Le 42 tipologie italiane di olio d’oliva Dop e le 8 Igp rappresentano il 32,7% dei prodotti del comparto oli e grassi registrati in UE e il 15,3% di quelli tricolore Dop-Igp-Stg del settore alimentare. Questo segmento incide ancora poco, rappresentando il 5,6% dei quantitativi di olio d’oliva prodotti in Italia, pari all’1% del valore della produzione ed è molto concentrato: Puglia (30,7%), Sicilia (26%) e Toscana (21,3%) raccolgono il 78% del valore nazionale. Dal 2020 al 2024 si è ridotto il differenziale di prezzo tra i principali oli d’oliva Dop e Igp e l’olio EVO passato da 2,3 a 1,3 volte.

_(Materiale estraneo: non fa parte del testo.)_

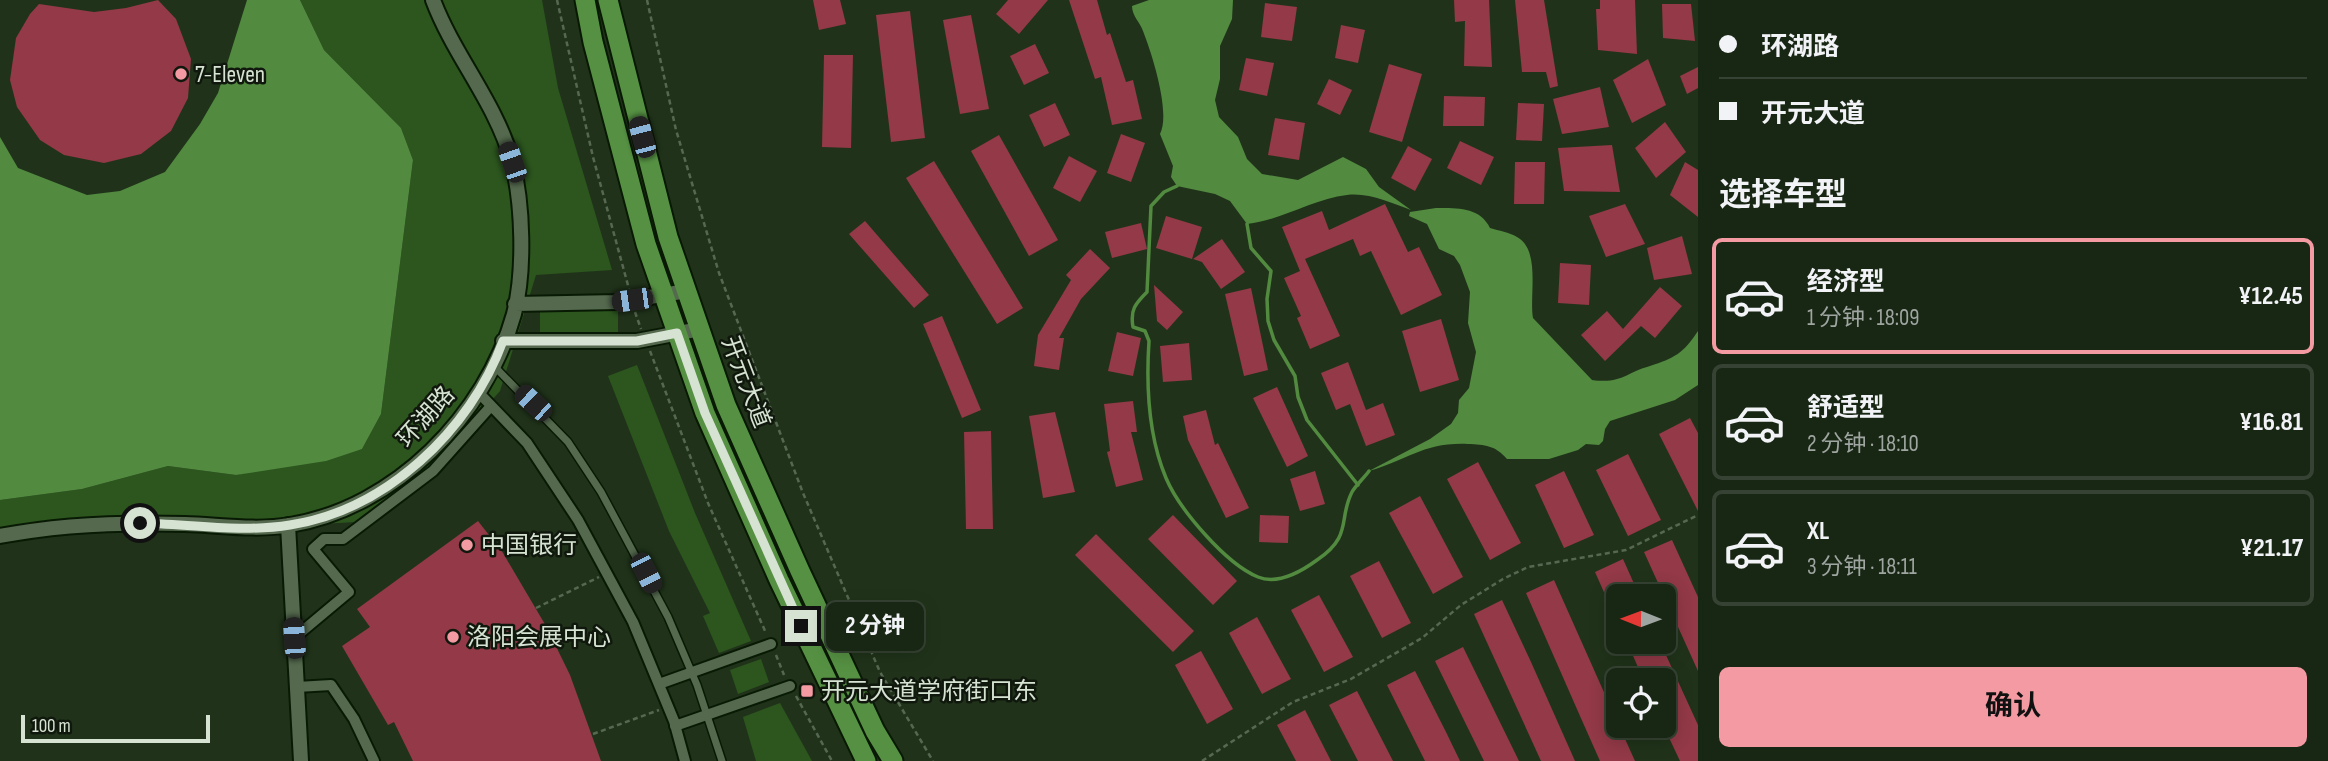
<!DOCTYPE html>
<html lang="zh">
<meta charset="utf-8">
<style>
:root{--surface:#182614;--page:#253222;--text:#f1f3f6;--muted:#9fa5a0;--line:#364334;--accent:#f49aa3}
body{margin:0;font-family:"Sofia Sans Condensed","Noto Sans SC",sans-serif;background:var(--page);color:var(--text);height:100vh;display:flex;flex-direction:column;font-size:26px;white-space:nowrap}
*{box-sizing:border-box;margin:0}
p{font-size:23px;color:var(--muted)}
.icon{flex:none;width:38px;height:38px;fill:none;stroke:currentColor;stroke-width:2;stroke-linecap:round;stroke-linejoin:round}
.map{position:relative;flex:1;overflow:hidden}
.drawer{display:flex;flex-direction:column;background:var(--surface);width:630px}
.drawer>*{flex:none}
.guide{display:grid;align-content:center;height:154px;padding:0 21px;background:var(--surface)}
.needle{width:46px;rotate:271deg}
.controls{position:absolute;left:1606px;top:584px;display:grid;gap:14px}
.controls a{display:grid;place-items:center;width:70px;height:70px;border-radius:10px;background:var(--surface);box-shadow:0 4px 18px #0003,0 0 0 2px var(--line);font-size:35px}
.scale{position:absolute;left:21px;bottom:18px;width:189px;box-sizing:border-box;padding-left:7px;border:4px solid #d6e2d2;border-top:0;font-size:19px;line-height:24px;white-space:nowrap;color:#d6e2d2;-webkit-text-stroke:5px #10180d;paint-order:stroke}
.end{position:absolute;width:32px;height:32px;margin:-16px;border:9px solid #d6e2d2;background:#111;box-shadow:0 0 0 4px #111}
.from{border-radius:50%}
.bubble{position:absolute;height:49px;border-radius:10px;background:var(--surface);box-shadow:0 4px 18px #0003,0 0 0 2px var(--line);font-size:23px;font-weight:700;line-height:49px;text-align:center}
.car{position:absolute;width:21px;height:42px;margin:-21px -10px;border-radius:9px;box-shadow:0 0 5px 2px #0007;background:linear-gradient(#222 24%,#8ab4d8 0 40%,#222 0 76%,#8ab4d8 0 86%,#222 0)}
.guide b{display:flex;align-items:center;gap:24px;height:66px;font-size:26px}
.guide b+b{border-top:2px solid var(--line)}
.guide i{width:18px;height:18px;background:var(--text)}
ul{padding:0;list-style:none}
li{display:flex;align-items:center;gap:21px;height:116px;margin:0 14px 10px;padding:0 7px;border:4px solid var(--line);border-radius:10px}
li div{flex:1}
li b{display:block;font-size:26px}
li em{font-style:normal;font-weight:700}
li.selected{border-color:var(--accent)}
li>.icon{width:63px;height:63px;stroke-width:1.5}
h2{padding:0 21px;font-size:32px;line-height:84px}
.cta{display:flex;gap:14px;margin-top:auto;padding:14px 21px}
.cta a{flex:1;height:80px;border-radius:10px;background:var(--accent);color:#111;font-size:28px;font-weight:700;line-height:80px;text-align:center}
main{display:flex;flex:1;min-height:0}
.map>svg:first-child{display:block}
.green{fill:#2c561e}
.water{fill:#528a40}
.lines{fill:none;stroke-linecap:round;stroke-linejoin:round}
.stream{stroke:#528a40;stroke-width:3.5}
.building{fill:#933947}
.service-casing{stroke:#091a04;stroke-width:10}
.pedestrian-casing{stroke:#091a04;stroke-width:14}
.minor-casing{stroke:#091a04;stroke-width:18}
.primary-casing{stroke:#091a04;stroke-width:23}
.path{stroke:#576852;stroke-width:2.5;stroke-dasharray:5 3.5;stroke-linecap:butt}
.service{stroke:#54694e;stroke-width:7}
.pedestrian{stroke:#54694e;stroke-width:10}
.minor{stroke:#54694e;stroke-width:14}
.primary{stroke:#569143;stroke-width:19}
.route{stroke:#d6e2d2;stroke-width:9}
.poi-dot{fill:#f49aa3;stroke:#10180d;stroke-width:2.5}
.labels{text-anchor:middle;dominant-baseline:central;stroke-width:5;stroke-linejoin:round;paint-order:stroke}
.poi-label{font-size:24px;fill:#d6e2d2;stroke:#10180d;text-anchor:start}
.street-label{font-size:24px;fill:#d6e2d2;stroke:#10180d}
</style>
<main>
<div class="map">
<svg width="1698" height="761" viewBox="0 0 1698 761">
<rect width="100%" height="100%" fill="#20331a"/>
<path class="green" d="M300,0H542L558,88L612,270L536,275L500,391L430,469L355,522L289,526L68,528L0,539V500L82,489L168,466L236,475L362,449L381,414L413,160L401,128L324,50Z
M618,310V332L540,334V311Z
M637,365L695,513L751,641L719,653L703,616L710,613L669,531L608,376Z
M761,659L769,682L738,694L730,670Z
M780,703L812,761H756L743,717Z"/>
<path class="water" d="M247,0H300L324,50L401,128L413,160L381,414L362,449L326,461L236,475L168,466L82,489L0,500V137L18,168L87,195L120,191L165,172L200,124L218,93Z
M1149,0H1233L1232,19L1220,46V79L1215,100L1219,117L1238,137L1247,159L1262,174L1298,180L1343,157L1366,169L1379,187L1411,210C1392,203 1368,192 1347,195C1313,199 1282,220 1247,224L1230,201L1215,194L1177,186L1171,177L1173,166L1160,134C1171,113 1152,54 1143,31C1140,22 1132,16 1132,6Z
M1436,208C1457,208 1480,207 1490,228C1499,231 1509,232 1517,237C1541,250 1529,296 1533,318L1592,380C1622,384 1625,373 1650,366C1674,358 1683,354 1698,331V385L1675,400L1610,421L1605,429L1603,441L1599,445L1586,444L1578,450L1549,459H1507C1495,445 1485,445 1468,444C1424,442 1408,460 1369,471L1430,439L1451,424L1458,413L1459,400L1469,388L1476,352L1468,323L1470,292L1460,265L1454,256L1439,249L1427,224L1409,216L1410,212Z"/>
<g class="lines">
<path class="stream" d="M1177,186L1164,192L1151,206L1147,292C1135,304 1130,310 1133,327L1145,331L1149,341C1146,386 1148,435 1166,478C1179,509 1226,564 1258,577C1278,585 1302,571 1317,560C1353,536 1338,519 1352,492C1356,485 1364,478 1369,471
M1247,224L1251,248L1271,271L1267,299L1268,321L1274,340L1295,376L1298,397L1307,420L1358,485"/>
</g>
<path class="building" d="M158,0L176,19L191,59L188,98L171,131L141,154L104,163L64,155L40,140L17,107L10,80L16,38L30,14L39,4L94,12L126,8Z
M813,0H840L846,24L819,30Z
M1008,0H1048L1019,34L996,14Z
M1069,0H1097L1107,35L1110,33L1126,82L1133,80L1142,119L1112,125L1101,77L1095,79Z
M1454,0H1489L1492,67L1464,66L1465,21L1455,22Z
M1515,0H1544L1558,86L1550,88L1546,72H1522Z
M1600,0H1635L1637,54L1598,50L1596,9H1600Z
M1265,3L1297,7L1292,41L1261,37Z
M1662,4H1691L1695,41L1663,38Z
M910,11L925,138L891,142L876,15Z
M971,15L989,109L960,114L943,20Z
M1341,25L1365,30L1358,63L1335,58Z
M1035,44L1049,73L1024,85L1010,56Z
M824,55H853L851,148L822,147Z
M1246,58L1274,63L1267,96L1239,90Z
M1648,59L1666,105L1632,123L1613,80Z
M1389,64L1422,74L1402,142L1369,132Z
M1698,67V88L1687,94L1680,76Z
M1329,79L1352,90L1340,115L1317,104Z
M1600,87L1609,127L1562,134L1553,99Z
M1444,96L1485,97L1484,126H1443Z
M1055,103L1070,135L1044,147L1029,115Z
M1518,103L1544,104L1542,141L1516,140Z
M1275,118L1305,123L1299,160L1268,155Z
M1665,122L1686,152L1656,178L1635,148Z
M1121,134L1145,143L1131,182L1107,173Z
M999,135L1058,240L1029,256L971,151Z
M1460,141L1494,157L1481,185L1447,168Z
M1612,145L1620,192L1564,191L1558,148Z
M1408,146L1432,159L1415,191L1391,178Z
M1069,156L1097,171L1080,202L1053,188Z
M934,161L1023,308L997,324L906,178Z
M1515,162H1545L1544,204H1514Z
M1685,162L1698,170V217L1670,195Z
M1385,204L1408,252L1419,247L1442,295L1401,315L1371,251L1360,256L1353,239L1305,259L1340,336L1310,349L1297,318L1301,316L1284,278L1300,271L1282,227L1322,211L1329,230Z
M1625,204L1645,244L1606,257L1589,216Z
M1166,216L1202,227L1192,259L1156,248Z
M865,221L929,295L914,308L849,234Z
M1141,223L1147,249L1112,258L1105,232Z
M1682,236L1692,274L1654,280L1647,248Z
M1222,239L1245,272L1221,289L1202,262L1193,259Z
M1090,249L1110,268L1081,299L1059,338H1064L1059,370L1034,366L1038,335L1071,280L1066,275Z
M1560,263L1591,265L1589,305L1558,303Z
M1154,285L1183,312L1167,330L1157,321Z
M1660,287L1682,306L1655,338L1641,326L1605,361L1581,335L1607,311L1623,329Z
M1251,288L1268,370L1244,376L1225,294Z
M942,316L981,410L962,418L923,324Z
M1441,319L1459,380L1420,392L1402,331Z
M1117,332L1141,338L1133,376L1108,371Z
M1189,343L1192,380L1163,382L1160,346Z
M1348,362L1366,410L1383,403L1395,435L1366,446L1350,404L1336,410L1321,373Z
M1277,387L1308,456L1287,467L1253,398Z
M1133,401L1137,432H1131L1143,480L1116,487L1107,452L1110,451L1104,404Z
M1206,410L1215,445L1218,443L1249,508L1226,518L1188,440L1183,416Z
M1055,412L1075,492L1043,498L1029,416Z
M1690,418L1698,433V511L1659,434Z
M991,431L993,529H966L964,432Z
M1628,454L1661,520L1628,536L1596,470Z
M1478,462L1521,543L1490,560L1447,479Z
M1315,471L1325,504L1300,511L1290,479Z
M1564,471L1594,535L1564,548L1535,485Z
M1420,496L1463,577L1433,594L1389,513Z
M1173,515L1237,581L1213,605L1148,539Z
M1260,515L1289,516L1288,543L1259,542Z
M478,521L503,553L546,626L570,675L601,761H413L394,722L388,725L342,646L370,627L357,609Z
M1096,534L1194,631L1173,652L1075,555Z
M1672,540L1698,597V671L1644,552Z
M1623,559L1640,597H1619V626L1595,572Z
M1379,561L1411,623L1382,638L1350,576Z
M1554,580L1607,699L1635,761H1600L1580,716L1526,593Z
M1319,595L1353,657L1324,672L1291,610Z
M1502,600L1531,662L1575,761H1541L1474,614Z
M1257,617L1291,679L1262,694L1229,633Z
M1627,642H1660L1698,725V761H1680L1664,727V681H1644Z
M1463,647L1493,708L1519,761H1484L1435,661Z
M1201,651L1233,709L1207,724L1175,665Z
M1415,671L1446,732L1460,761H1425L1387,685Z
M1357,691L1393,761H1358L1329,705Z
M1305,710L1331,761H1296L1277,725Z"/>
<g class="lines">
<defs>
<path id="service" d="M494,366L568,442L601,492L668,617L697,685L722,761"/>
<path id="pedestrian" d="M478,392L527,443L578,520L633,622L674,721L685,761
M294,638L349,592L313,549L324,539H343L433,471L491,406
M659,684L771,644
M297,687L331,685L354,719L374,761
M675,726L790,686"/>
<path id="minor" d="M515,304L618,302L687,291
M503,341H637L700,329
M288,525L301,761
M0,536C62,524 122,522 185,524C219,525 256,531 290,525C395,508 486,415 514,314C525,271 523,204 512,161C496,103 454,56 433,0"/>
<path id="primary" d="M585,0L593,42L646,244L705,413L779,580L866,761
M608,0L668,237L726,405L800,571L875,731L893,761"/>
</defs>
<use href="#service" class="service-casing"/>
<use href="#pedestrian" class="pedestrian-casing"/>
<use href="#minor" class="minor-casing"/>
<use href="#primary" class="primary-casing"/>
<path class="path" d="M557,0L593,157L629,289
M647,0L676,130L719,273L803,493L880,672L933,761
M635,312L641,329
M650,351L708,503L766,633
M536,608L599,577
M776,655L784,675
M796,696L832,761
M593,734L659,710
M1202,761L1293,702L1351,679L1422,638L1461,605L1503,579L1528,567L1626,550L1698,515"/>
<use href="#service" class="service"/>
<use href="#pedestrian" class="pedestrian"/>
<use href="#minor" class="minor"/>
<use href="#primary" class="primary"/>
</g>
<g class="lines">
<path class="route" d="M140,523C189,524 241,533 290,525C386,510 470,431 503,341H637L677,333L705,413L801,626"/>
</g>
<g class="poi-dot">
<circle cx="181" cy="74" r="7"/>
<circle cx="467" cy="545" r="7"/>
<circle cx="453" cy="637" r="7"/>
<rect x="800" y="684" width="14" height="14" rx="3.5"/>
</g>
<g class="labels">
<g class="poi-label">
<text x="195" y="74">7-Eleven</text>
<text x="481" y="545">中国银行</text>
<text x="467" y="637">洛阳会展中心</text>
<text x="821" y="691">开元大道学府街口东</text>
</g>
<g class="street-label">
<text transform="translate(746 382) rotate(69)">开元大道</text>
<text transform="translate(426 417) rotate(-48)">环湖路</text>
</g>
</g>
</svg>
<div class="controls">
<a><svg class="needle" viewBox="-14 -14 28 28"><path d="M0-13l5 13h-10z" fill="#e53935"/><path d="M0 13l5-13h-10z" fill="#9fa5a0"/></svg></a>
<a><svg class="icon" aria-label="locate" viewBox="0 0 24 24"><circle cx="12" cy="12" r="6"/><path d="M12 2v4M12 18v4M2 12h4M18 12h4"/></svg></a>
</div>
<div class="scale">100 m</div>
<i class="end from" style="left:140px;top:523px"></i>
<i class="end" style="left:801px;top:626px"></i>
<div class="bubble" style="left:826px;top:602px;width:98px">2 分钟</div>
<i class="car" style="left:642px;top:137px;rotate:345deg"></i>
<i class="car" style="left:512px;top:162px;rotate:341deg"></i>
<i class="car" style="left:632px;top:300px;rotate:262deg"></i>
<i class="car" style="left:533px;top:403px;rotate:313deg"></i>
<i class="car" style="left:646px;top:573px;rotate:153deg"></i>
<i class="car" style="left:294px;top:638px;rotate:356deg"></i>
</div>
<section class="drawer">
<div class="guide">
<b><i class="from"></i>环湖路</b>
<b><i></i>开元大道</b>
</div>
<h2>选择车型</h2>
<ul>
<li class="selected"><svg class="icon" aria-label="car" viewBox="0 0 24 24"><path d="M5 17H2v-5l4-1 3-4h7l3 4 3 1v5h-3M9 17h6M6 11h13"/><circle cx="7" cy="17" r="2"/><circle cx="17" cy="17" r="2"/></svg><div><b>经济型</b><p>1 分钟 · 18:09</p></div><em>¥12.45</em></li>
<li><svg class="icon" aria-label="car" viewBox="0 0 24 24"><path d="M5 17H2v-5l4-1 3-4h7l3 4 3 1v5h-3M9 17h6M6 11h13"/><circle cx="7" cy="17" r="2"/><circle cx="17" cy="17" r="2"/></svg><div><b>舒适型</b><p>2 分钟 · 18:10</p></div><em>¥16.81</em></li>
<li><svg class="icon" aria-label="car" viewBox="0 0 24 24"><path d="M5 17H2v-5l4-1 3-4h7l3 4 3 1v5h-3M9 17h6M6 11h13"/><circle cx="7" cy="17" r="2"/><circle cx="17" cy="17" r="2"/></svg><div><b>XL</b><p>3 分钟 · 18:11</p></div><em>¥21.17</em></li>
</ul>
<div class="cta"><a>确认</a></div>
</section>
</main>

Pillole di governance e sostenibilità

Al controllo familiare è riferibile una quota prossima ai tre quarti (74,4%) del patrimonio netto, quota che sale al 77,7% se si considerano anche le cooperative. Il controllo estero rappresenta una quota pari al 22,3% dei mezzi propri.
Nei board prevalgono le compagini asciutte (il 38% dei CdA ha un solo componente) e verticistiche (nel 64% dei casi le deleghe operative sono concentrate nelle mani di un singolo soggetto). Le presidenze (età media 61 anni), sono ricoperte da soggetti relativamente più anziani soprattutto nel caso di cumulo con la carica di Consigliere delegato (69 anni). L’età media del Consigliere è di 56 anni. Gli appartenenti alla Gen X sono la fascia generazionale più rappresentata (41,2%), seguiti dai Baby Boomers (37,2%). I Millennials sono rappresentati nella stessa misura dei soggetti nati prima del 1945 (10,8% in entrambi i casi). Per quanto riguarda le quote rosa nei board degli oleifici le donne sono il 14,9%, doppia la rappresentanza femminile nella compagine proprietaria (31,2%).

In ritardo la rendicontazione della sostenibilità: solo il 20% dei maggiori produttori italiani di olio d’oliva redige un bilancio di sostenibilità (il 4% è obbligato perché Società Benefit). Gli SDGs 3 ‘Buona salute e benessere per le persone’ e 12 ‘Consumo e produzione responsabili’ sono indicati in tutti i report di sostenibilità. Gli standard di qualità più diffusi tra i maggiori produttori di olio d’oliva italiani sono quelli rilasciati dal Global Food Safety Initiative (GFSI) a garanzia della sicurezza alimentare: la certificazione BRC è presente nell’82,1% dei casi e quella IFS nel 74,4%, mentre quella che attesta la provenienza biologica dei prodotti arriva all’86%.